Cumhurbaşkanı Erdoğan, şöyle konuştu:
‘MÜSLÜMANLARA YÖNELİK IRKÇI TUTUMLARIN YÜKSELİŞİYLE KARŞI KARŞIYAYIZ'
Dünyada giderek derinleşen terörizm ve mülteci sorunlarının merkezinde Müslüman toplumlar ve İslam dünyası yer alıyor. Diğer ülkelerde terörizme ve mülteci krizinin yol açtığı sorunlara karşı artan tepkiler, topyekun İslam dünyasına, tüm Müslümanlara yönelmeye başladı. Suriye başta olmak üzere bölgemizde yaşanan insani dramlar devam ederken, şimdi bir de Müslümanlara yönelik nefret saldırılarının, ırkçı tutumların yükselişiyle karşı karşıyayız.
‘TERÖRİSTİN İNSAFINA TERK EDEMEYİZ'
Dünyadaki 1,7 milyar Müslümanın izzetini, bir avuç teröristin insafına terk edemeyiz, terk etmemeliyiz. Bu aziz dinin sahibi ve koruyucusu, elbette yüce Allah'tır ama biz Müslümanların da en azından kendi haysiyetimize, kendi istiklalimize, kendi istikbalimize daha sıkı şekilde sahip çıkma sorumluluğumuz vardır.
‘ŞİMDİ MÜCADELE ZAMANI'
Peygamberimiz, merhamet peygamberidir, barışın timsalidir. Merhamet dini olan, sevgi dini olan, vicdan dini, dayanışma dini, ilim dini olan İslam'ın, terörle, zulümle, ölümle, cehaletle birlikte anılmasının önüne geçmek hepimizin boynunun borcudur. Şimdi mücadele zamanıdır. Teröre, zulme, cehalete, adaletsizliğe, kine, öfkeye, israfa, aşırıcılığa, dinimizin yasakladığı her türlü kötülüğe, her türlü yanlışa karşı mücadele zamanıdır. Eğer bu mücadeleyi hemen vermeye başlamazsak yarın hepimiz için daha karanlık olacaktır.

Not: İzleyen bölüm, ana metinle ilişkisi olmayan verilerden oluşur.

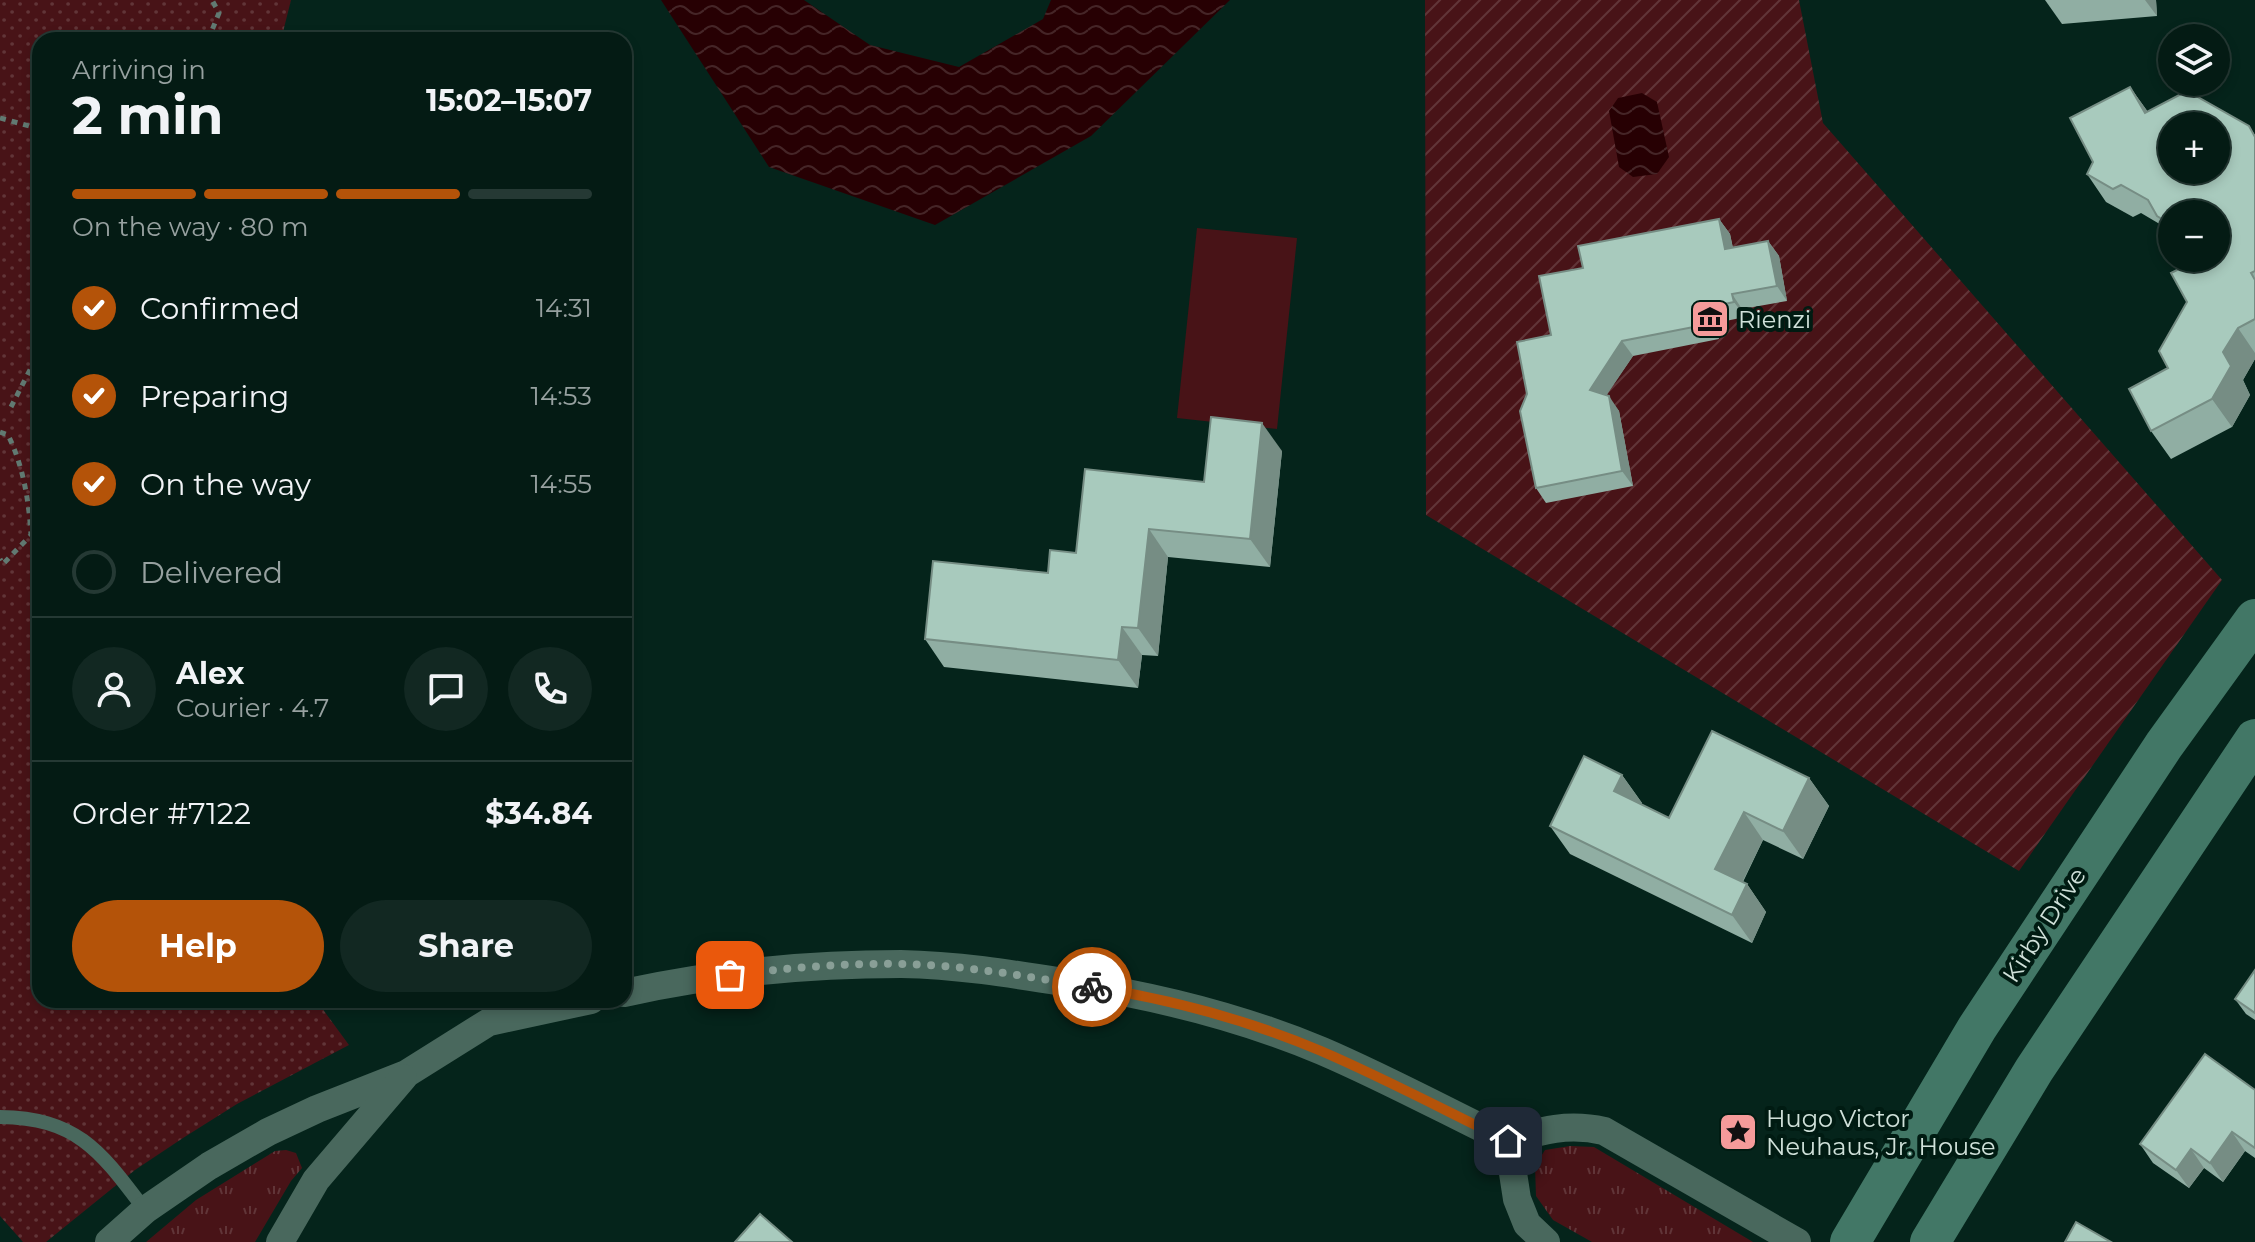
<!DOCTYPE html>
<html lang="en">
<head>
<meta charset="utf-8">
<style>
	:root { --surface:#041b14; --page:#122822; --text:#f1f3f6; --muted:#97a1a0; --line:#253934; --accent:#b45309 }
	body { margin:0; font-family:Montserrat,sans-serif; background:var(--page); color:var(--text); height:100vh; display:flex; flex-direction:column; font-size:30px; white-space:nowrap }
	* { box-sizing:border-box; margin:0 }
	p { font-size:26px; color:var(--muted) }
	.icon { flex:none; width:44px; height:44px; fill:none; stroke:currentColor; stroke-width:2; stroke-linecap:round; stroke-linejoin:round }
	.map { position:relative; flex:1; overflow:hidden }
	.panel { position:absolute; left:32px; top:32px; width:600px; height:976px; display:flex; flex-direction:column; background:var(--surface); border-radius:24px; box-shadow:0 4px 12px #0003,0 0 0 2px var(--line) }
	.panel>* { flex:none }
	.fabs { position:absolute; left:2158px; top:24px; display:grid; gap:16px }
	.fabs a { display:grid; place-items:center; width:72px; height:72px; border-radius:50%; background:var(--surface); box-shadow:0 4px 12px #0003,0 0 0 2px var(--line); font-size:40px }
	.pin { position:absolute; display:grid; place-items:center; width:68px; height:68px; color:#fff; margin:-34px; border-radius:16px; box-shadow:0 4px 12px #0006 }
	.courier { position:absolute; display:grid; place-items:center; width:80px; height:80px; margin:-40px; border:6px solid #b45309; border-radius:50%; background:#fff; color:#222; box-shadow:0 2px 10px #0007 }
	.summary em { font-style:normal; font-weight:700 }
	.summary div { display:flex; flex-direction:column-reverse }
	.summary { display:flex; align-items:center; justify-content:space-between; height:136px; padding:0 40px }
	h1 { font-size:52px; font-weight:700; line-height:60px }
	.bar { display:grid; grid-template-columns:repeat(4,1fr); gap:12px 8px; align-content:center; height:96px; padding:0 40px }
	.bar i { height:10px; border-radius:6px; background:var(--line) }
	.bar .current { background:var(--accent) }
	.bar p { grid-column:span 4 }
	.line { display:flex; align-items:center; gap:20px; padding:0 40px; border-top:2px solid var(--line) }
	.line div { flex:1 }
	.round { display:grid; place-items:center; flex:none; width:84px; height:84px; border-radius:42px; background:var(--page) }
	ol { padding:0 40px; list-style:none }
	li { display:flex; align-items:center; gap:24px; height:88px }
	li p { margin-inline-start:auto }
	li .icon { padding:8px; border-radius:50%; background:var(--accent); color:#fff; stroke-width:4 }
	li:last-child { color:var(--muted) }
	li i { width:44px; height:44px; border:4px solid var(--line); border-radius:50% }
	.action { display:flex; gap:16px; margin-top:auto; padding:16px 40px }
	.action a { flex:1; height:92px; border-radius:48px; background:var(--accent); color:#fff; font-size:32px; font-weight:700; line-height:92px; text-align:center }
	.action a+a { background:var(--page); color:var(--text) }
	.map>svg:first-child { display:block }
	.grass { fill:url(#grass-tufts) }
	.park { fill:url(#park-dots) }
	.garden { fill:url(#garden-furrows) }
	.pitch { fill:#481317 }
	.water { fill:url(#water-waves) }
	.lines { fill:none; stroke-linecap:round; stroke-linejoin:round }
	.path { stroke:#617a72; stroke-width:5; stroke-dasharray:6 6; stroke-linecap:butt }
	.service { stroke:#49685d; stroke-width:14 }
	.minor { stroke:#49685d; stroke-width:28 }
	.secondary { stroke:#427766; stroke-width:40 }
	.wall { fill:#90aea3 }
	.shaded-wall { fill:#768d84 }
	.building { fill:#a8cabd; stroke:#768d84; stroke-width:2; fill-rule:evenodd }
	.done { stroke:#899f97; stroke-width:8; stroke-dasharray:0 14.4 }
	.route { stroke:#b45309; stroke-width:10 }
	.labels { text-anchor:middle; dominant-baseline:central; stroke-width:8; stroke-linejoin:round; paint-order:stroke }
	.poi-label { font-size:24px; fill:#d0e1da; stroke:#001b12; text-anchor:start }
	.street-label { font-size:24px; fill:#d0e1da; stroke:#001b12 }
</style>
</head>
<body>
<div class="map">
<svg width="2255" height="1242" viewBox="0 0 2255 1242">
	<defs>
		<pattern id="grass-tufts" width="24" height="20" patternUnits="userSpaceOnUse" patternTransform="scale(2)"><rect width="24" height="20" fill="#481317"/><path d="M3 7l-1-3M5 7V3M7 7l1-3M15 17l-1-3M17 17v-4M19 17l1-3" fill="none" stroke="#613538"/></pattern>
		<pattern id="park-dots" width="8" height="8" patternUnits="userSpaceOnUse" patternTransform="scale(2)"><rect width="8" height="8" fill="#481317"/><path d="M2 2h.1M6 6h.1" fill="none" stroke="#613538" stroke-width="1.8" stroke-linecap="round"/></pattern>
		<pattern id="garden-furrows" width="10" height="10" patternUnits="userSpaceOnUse" patternTransform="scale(2)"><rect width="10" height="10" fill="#481317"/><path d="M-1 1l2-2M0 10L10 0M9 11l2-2" fill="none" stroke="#613538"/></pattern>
		<pattern id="water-waves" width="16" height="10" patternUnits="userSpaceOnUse" patternTransform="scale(2)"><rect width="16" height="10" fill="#270003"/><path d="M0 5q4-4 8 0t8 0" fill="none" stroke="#452527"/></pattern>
	</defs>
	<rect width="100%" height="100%" fill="#05241b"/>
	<!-- grass -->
	<g class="grass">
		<path d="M1570,1146L1594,1147L1753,1242H1592L1553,1220L1536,1196L1535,1166L1545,1150Z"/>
		<path d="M286,1150L296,1153L302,1168L291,1181L255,1242H146L196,1200L275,1151Z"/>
	</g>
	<!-- park -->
	<path class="park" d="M0,0H291L281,40H40V1000H316L349,1045L237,1104L183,1138L135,1170L46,1242H23L0,1216Z"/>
	<!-- garden -->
	<path class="garden" d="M1425,0H1799L1823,123L2222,580L2019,871L1426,515Z"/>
	<!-- pitch -->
	<path class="pitch" d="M1197,228L1297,238L1277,429L1177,418Z"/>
	<!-- water -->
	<g class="water">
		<path d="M661,0H804L870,45L959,67L1043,19L1051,0H1230L1091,136L935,225L769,167Z"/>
		<path d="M1642,93L1657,102L1669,157L1657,174L1633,177L1619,167L1609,111L1618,98Z"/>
	</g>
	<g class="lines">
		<!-- path -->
		<g class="path">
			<path d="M208,40L219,13L212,0"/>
			<path d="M0,118L40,129"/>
			<path d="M11,407L34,362L40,308"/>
			<path d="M0,432L8,435C23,465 29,501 31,535L3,564L0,559"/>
		</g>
		<!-- service -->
		<path class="service" d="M0,1117C78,1118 101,1152 145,1210"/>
		<!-- minor -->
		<g class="minor">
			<path d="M624,993C715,973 808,964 901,964C960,965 1019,975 1076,984C1160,997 1243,1018 1322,1051C1385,1078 1446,1111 1508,1141C1541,1130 1569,1123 1604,1131L1797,1242"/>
			<path d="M1508,1141L1517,1199L1527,1224L1546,1242"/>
			<path d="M109,1242L145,1210L209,1166L268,1132L317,1109L406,1074L489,1022L591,1000"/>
			<path d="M280,1242L316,1180L403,1078"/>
		</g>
		<!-- secondary -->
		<g class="secondary">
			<path d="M1850,1242L1977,1028L2164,745L2255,619"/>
			<path d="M1930,1242L2034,1070L2255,739"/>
		</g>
	</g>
	<!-- wall -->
	<g class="wall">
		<path d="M2045,0H2156L2157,16L2062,24Z"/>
		<path d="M2130,87L2148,112L2249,126L2255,135V359L2243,380L2250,395L2232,427L2171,459L2151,431L2168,368L2216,258V214H2172V238L2163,226L2141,213L2133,217L2106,202L2087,174Z"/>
		<path d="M1719,219L1730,234L1733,248L1768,241L1779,256L1787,301L1742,309L1745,317L1716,323L1719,339L1633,356L1606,395L1619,411L1633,486L1546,503L1536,488L1551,335L1583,268Z"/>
		<path d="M1282,451L1270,567L1168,557L1158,656L1142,655L1138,688L944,667L925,639L1048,573L1076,553L1204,482Z"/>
		<path d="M1622,775L1642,803L1641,804L1669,818L1809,778L1829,806L1803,859L1763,840L1743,882L1747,884L1766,912L1752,943L1570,854L1550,826Z"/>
		<path d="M2255,970V1020L2246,1014L2235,999Z"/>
		<path d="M2255,1090V1158L2245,1151L2223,1182L2204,1168L2189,1188L2153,1163L2140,1144Z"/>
	</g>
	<!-- shaded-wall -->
	<g class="shaded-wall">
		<path d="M2145,0H2156L2157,16Z"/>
		<path d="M2130,87L2150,115L2145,113Z"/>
		<path d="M1719,219L1730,234L1736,264L1725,249Z"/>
		<path d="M1768,241L1779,256L1787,301L1777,286Z"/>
		<path d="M1732,294L1742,309L1745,317L1734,302Z"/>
		<path d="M1706,308L1716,323L1719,339L1709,324Z"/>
		<path d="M2238,328L2255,353V359L2243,380L2250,395L2232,427L2212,399L2223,352Z"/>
		<path d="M1622,341L1633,356L1600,405L1590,390Z"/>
		<path d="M1609,396L1619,411L1633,486L1622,471Z"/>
		<path d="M1262,423L1282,451L1270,567L1250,539Z"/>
		<path d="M1149,529L1168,557L1158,656L1138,628Z"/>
		<path d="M1122,627L1142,655L1138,688L1118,660Z"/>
		<path d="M1622,775L1642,803L1633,819L1614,791Z"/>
		<path d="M1809,778L1829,806L1803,859L1783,831Z"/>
		<path d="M1744,812L1763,840L1735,897L1715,869Z"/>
		<path d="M1747,884L1766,912L1752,943L1732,915Z"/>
		<path d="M2232,1132L2245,1151L2223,1182L2210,1163Z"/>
		<path d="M2191,1149L2204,1168L2189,1188L2176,1170Z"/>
	</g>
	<!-- building -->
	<g class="building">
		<path d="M2130,87L2145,113L2187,91L2249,126L2255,137V271L2251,273L2255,280V319L2238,328L2223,352L2231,366L2212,399L2151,431L2129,389L2168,368L2159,351L2187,302L2171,273L2201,258H2216V214H2172V225L2157,216L2148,200L2121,185L2113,189L2087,174L2093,162L2070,118ZM2172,126H2216V170H2172Z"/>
		<path d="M1719,219L1725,249L1768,241L1777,286L1732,294L1734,302L1706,308L1709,324L1622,341L1590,390L1609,396L1622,471L1536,488L1520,411L1527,394L1517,342L1551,335L1539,276L1583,268L1578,246Z"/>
		<path d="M1211,417L1262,423L1250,539L1149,529L1138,628L1122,627L1118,660L925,639L933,561L1048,573L1050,550L1076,553L1085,469L1204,482Z"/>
		<path d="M1712,731L1809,778L1783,831L1744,812L1715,869L1747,884L1732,915L1550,826L1584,756L1622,775L1614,791L1669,818Z"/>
		<path d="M2255,970V1013L2235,999Z"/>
		<path d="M2205,1054L2255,1090V1148L2232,1132L2210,1163L2191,1149L2176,1170L2140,1144Z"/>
		<path d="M760,1214L792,1242H735Z"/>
		<path d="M2076,1222L2111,1242H2065Z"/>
	</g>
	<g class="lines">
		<!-- done -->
		<path class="done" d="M730,975C787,968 845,963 902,964C966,965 1029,977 1092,987"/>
		<!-- route -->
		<path class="route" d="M1092,987C1170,999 1248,1020 1321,1051C1384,1078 1446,1111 1508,1141"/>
	</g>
	<!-- icons -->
	<defs>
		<symbol id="museum-square" viewBox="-11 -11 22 22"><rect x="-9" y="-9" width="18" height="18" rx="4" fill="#f59b9a" stroke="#001b12"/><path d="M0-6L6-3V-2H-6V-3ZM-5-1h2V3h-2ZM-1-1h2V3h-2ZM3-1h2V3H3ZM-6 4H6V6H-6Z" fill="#111"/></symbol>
		<symbol id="sight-square" viewBox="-11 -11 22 22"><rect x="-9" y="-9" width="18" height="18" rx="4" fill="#f59b9a" stroke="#001b12"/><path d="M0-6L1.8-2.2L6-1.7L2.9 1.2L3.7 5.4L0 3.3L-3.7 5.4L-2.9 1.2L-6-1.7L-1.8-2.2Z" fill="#111"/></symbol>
	</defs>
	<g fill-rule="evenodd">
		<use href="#museum-square" x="1688" y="297" width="44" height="44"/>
		<use href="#sight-square" x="1716" y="1110" width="44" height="44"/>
	</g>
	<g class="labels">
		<!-- poi labels -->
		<g class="poi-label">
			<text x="1738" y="319">Rienzi</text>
			<text x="1766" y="1118">Hugo Victor<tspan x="1766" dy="28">Neuhaus, Jr. House</tspan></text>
		</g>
		<!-- street labels -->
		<g class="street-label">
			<text transform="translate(2044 925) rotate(-57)">Kirby Drive</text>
		</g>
	</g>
</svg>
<div class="fabs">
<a><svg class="icon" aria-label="layers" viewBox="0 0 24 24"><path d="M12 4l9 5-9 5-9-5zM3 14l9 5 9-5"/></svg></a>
<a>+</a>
<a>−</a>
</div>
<div class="pin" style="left:730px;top:975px;background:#ea580c"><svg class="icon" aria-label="bag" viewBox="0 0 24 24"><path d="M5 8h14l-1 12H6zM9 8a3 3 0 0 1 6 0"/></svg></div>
<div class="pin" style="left:1508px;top:1141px;background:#1f2937"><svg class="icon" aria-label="home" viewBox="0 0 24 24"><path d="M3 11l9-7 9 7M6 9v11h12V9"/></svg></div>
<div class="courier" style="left:1092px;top:987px"><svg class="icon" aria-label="bike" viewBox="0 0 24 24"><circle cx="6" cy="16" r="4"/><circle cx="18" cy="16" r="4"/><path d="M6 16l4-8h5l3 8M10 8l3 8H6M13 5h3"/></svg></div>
<section class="panel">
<div class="summary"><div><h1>2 min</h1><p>Arriving in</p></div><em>15:02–15:07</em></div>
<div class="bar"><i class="current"></i><i class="current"></i><i class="current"></i><i></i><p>On the way · 80 m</p></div>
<ol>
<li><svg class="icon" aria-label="check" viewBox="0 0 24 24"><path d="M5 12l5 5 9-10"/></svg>Confirmed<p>14:31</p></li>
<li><svg class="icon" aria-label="check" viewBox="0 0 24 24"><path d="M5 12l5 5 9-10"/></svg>Preparing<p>14:53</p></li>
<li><svg class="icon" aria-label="check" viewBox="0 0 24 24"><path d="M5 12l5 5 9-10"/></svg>On the way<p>14:55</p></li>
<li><i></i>Delivered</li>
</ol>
<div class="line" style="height:144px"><a class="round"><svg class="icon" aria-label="person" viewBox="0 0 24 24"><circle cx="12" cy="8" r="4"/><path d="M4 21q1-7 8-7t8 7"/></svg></a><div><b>Alex</b><p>Courier · 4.7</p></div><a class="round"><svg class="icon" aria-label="chat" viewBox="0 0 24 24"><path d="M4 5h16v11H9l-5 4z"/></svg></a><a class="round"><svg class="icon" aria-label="phone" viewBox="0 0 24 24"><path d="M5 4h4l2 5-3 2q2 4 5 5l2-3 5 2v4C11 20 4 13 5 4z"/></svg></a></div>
<div class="line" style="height:104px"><div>Order #7122</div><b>$34.84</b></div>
<div class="action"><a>Help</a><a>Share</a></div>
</section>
</div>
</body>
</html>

‘KAT ETTİĞİMİZ MESAFE DEVRİMDİR'
Hem sistem hem altyapı hem insan kaynağı hem de hizmet kalitesi bakımından sağlık alanında kat ettiğimiz mesafe tam bir devrimdir. Öyle ki kendi vatandaşlarımız yanında her yıl yurtdışından gelen 400 bin kişiye de sağlık hizmeti verebilir hale geldik. İlaveten Suriye ve Irak'tan ülkemize gelen 2,5 milyon kardeşimizin sağlık hizmeti ihtiyaçlarını da yine aynı sistem içinde, hiçbir ciddi aksaklığa meydan vermeden karşılamayı başardık.
‘BİZ İSLAMİ BİR VAZİFE OLARAK BAKIYORUZ'
Biz bu meseleye insani, vicdanı, ahlaki ve İslami bir vazife olarak bakıyor, çalışmalarımızı o şekilde yürütüyoruz. Ben halkıma şöyle sesleniyorum. 'Gelenlerin hepsi muhacirdir, siz ise ensar olmaya devam edeceksiniz' diyorum. Çünkü bu varil bombalarından kaçan Suriyeli muhacirlere bir ensar gerekiyordu, işte bu görev de hamdolsun bize düştü. Biz de bunu yapıyoruz. Batı destek verse de vermese de başkaları destek verse de vermese de biz bunu sonuna kadar yürütmeye devam edeceğiz.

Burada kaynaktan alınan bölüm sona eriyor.